I finally tracked down a bug in the listing paging code. Swift delivers listings in pages of 1,000 items. What was happening is that if the last item was a directory (in this case the encrypted “Ian Drury/”) then rclone removed the / from the name. However that name without the slash was used to get the next listing page which caused the encrypted “Ian Drury/” to be returned again - hence the duplicate we’ve been seeing in the log. I’m pretty sure (but not 100% confident) that this will cause the “Ian Hunter” directory not to be skipped too.

Here is a new beta which has that bug fix - this should definitely fix the duplicates, and I’m hoping it will fix the missing too! Done in commit ce1b9a7d.

https://beta.rclone.org/v1.36-237-gce1b9a7d/ (uploaded in 15-30 mins)

Let me know how you get on :slight_smile:

Note that this is a swift, hubic fix only so it doesn’t fix @durval problems. However I’m pretty sure that @durval problems are caused by duplicate files on drive which the new beta will warn about.

I’m giving it a try right now with a dry run. The log so far looks completely rational, but it’s taking an abnormally long time because it looks like hubiC is being slow this morning (well, morning for me!). I probably shouldn’t have bothered with a dry run.
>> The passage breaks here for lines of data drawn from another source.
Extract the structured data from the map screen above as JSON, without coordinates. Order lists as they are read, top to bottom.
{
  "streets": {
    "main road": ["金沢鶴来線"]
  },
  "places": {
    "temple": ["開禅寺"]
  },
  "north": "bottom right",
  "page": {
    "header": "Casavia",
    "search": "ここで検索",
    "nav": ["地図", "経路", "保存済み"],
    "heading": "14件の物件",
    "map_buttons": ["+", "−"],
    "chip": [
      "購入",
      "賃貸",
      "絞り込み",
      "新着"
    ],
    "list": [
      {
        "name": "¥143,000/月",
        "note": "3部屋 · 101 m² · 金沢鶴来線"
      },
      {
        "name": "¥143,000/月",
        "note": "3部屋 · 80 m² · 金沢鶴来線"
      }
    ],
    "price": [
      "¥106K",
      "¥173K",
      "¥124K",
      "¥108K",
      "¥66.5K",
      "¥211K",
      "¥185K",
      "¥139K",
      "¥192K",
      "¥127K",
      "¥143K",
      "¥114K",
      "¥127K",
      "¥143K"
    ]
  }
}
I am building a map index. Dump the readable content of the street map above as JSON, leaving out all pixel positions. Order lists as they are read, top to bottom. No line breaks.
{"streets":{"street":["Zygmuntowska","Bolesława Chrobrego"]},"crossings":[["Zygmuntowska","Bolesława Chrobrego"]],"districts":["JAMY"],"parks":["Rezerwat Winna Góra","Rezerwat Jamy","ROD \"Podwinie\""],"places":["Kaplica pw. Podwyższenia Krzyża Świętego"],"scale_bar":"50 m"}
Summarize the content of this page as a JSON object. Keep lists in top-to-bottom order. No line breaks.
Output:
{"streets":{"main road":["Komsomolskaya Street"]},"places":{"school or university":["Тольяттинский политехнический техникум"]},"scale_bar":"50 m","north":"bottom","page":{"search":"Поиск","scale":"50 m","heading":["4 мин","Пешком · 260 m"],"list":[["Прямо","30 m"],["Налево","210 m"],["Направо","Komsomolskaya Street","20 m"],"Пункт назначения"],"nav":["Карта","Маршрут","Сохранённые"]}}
Once (if!) the dry run completes I’ll do a live backup and then another dry run and report back.

Thank you for all your hard work!

1 Like

Everything looks good! The live backup transferred the files that had mistakenly been moved to the --backup-dir and the subsequent --dry-run didn’t find anything it needed to do.

Thank you for a great piece of software!

Excellent! Let me know if it does go wrong again.

That was quite a tricky bug to track down which has been in rclone probably since the very beginning!

You are welcome :slight_smile:

Folks,

Sorry for the long time before getting back on this.

I just posted an update, see https://github.com/ncw/rclone/issues/1431#issuecomment-321244537

In short, it seems that @ncw was right, and my entire trouble was due to duplicated directories.

I asked two questions, repeating them here for the sake of completeness (and possibly more eyeballs):

  1. How to solve that problem? Delete those duplicated directories and then repeat the sync? Would a simple “rclone purge” on each one of them (at the remote side, of course) suffice?

  2. I understand that Google Drive produces these duplicated directories “semi expontaneously” (ie, independent of rclone), is that correct? In that case, would running a rclone lsd --max-depth 999 egd: | cut -b 44- | sort | uniq -c | sort -n | grep -v ' *1 ' periodically (say, once a week) be enough to detect them so I could bring the above purgehammer to bear?

Thanks in advance for your response(s).

Cheers,
– Durval.

I wrote this on the issue, but I’ll repeat it here…

How to solve that problem? Delete those duplicated directories and then repeat the sync? Would a simple “rclone purge” on each one of them (on the remote side, of course) suffice?

If you try the latest beta you’ll find that rclone dedupe now merges identical directories. Try it with --dry-run first as it is new code!

I understand that Google Drive produces these duplicated directories “semi expontaneously”

Yes it seems to be random. I suspect some sort of not up to date caching in drive.

Running rclone dedupe --dry-run will detect them also quite well.

Hello Folks,

I just noticed I forgot to post the link to the github issue; here it is: https://github.com/ncw/rclone/issues/1431

Cheers,
– Durval.